Le cifre sulla tragedia dei tedeschi del Volga, delle vittime delle deportazioni staliniane, non furono mai rese note dalle autorità sovietiche: di fatto secondo molti storici vi furono diverse decine di migliaia di morti. Un esempio: dei quasi 30mila deportati che sarebbero dovuti giungere nella provincia di Karaganda ne arrivarono poco più di 8mila. Nella provincia di Novosibirsk le autorità prevedevano l’arrivo di 130.998 unità ma oltre 14 mila mancavano all’appello.

 

I tedeschi del Volga non sono mai tornati nella regione del Volga almeno non con una consistenza significativa come prima della guerra.

In realtà essi, come per i tatari di Crimea ed altre “nazionalità”, non sono stati autorizzati a farlo per decenni dal potere sovietico.

Dopo la guerra, molti sono rimasti negli Urali, altri in Siberia, alcuni nel Kazakhistan (il 2% della popolazione kazaka di oggi è riconosciuta come i tedesca: circa 300.000) altri ancora infine nel Kirghizistan e nell’Uzbekistan (circa 16.000 = 0,064%).

Per tutti i Tedeschi di Russia soltanto nel 1964 ci fu una parziale riabilitazione dall’accusa di essere stati la “quinta colonna di Hitler” anche se non venne concesso loro il ritorno nei luoghi d’insediamento originario né alcun risarcimento di nessun tipo.

 

Un blando tentativo di ricostituzione della “Repubblica Autonoma Socialista Sovietica dei Tedeschi del Volga” fu perorato da alcune associazioni della comunità ma questo movimento rimase lettera morta a causa dell’opposizione suscitata tra la popolazione russa che nel frattempo era stata insediata nei vecchi territori

Venne avanzata una proposta nel giugno 1979 che prevedeva la costituzione di una nuova Repubblica autonoma tedesca nel Kazakistan, con la capitale ad Ermentau.

La proposta serviva ad affrontare le condizioni di vita degli sfollati tedeschi del Volga. Al momento, c’erano circa 936.000 tedeschi etnici che vivevano in Kazakistan ed erano il terzo più grande gruppo etnico del paese asiatico.

Ma anche questa idea non trovò alcun appoggio soprattutto dalle popolazioni locali: il 16 giugno 1979 i kazaki manifestarono protestando per l’ipotesi di insediamento permanente dei tedeschi e per una istituzionalizzazione della loro comunità. Probabilmente temendo una reazione negativa della maggioranza kazaka, il PCUS ritirò definitivamente la proposta di autonomia tedesca nel Kazakistan.

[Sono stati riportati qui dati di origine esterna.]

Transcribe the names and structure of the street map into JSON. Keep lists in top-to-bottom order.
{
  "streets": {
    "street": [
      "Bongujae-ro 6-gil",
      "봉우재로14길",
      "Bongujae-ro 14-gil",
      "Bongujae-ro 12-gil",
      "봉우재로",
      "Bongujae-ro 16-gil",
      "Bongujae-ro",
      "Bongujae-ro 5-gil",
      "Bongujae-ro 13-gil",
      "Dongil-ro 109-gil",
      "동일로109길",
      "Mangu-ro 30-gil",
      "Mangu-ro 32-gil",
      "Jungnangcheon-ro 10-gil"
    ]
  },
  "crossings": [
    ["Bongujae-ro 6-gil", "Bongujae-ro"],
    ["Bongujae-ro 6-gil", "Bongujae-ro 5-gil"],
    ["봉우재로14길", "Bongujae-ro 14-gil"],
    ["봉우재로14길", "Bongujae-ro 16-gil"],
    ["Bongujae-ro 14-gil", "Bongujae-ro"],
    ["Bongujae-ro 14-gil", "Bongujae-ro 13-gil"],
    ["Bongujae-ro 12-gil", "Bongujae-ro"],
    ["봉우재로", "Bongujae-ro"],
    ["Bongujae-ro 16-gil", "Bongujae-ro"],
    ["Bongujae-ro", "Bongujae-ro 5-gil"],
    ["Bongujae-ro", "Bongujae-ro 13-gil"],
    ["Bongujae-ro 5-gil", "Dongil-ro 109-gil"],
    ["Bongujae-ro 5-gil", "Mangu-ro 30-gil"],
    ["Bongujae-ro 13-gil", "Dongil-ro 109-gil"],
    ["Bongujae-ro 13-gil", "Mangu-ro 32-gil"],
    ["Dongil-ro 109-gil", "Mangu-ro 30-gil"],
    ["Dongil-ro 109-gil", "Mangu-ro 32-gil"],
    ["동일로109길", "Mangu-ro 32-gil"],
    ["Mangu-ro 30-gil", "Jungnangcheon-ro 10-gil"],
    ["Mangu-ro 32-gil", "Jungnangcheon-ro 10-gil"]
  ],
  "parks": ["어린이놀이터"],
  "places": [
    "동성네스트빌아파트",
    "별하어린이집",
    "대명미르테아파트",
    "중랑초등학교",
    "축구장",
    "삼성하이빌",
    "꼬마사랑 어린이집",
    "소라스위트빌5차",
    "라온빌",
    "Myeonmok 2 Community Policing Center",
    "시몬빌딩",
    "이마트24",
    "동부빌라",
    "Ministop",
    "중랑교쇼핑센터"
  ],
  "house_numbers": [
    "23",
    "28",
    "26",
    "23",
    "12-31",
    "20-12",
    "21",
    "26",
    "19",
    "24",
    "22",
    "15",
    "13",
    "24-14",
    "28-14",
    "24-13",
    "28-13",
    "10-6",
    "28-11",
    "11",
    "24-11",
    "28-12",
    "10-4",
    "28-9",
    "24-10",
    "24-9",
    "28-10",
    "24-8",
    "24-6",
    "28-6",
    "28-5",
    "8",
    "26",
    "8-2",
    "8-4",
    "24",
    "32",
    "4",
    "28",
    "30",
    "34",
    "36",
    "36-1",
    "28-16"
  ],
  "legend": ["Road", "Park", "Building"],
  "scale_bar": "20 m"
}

Verso la fine degli anni ‘80 alcuni tornarono ad Engels, ma molti altri tedeschi del Volga emigrarono permanentemente nella loro terra di origine in Germania, approfittando della legge tedesca del “ritorno”, che concedeva la cittadinanza a tutti coloro che potevano dimostrare di essere un rifugiato od un espulso di origine etnica tedesca o essere il coniuge o il discendente di tale persona.

Questo esodo abbastanza sostenuto si verificò nonostante il fatto che alcuni tedeschi del Volga parlavano poco o per niente il tedesco, dal momento che per decenni la loro lingua era proibita in pubblico dal potere sovietico.

 

Alla fine degli anni novanta la Germania riunificata ha concesso alla minoranza etnico-linguistica dei tedeschi di Russia consistenti finanziamenti rendendo però più restrittiva la legge sull’immigrazione per quei tedeschi rimasti nell’attuale Federazione di Russia e negli altri Stati della C.S.I. usciti dalla disintegrazione dell’ex URSS.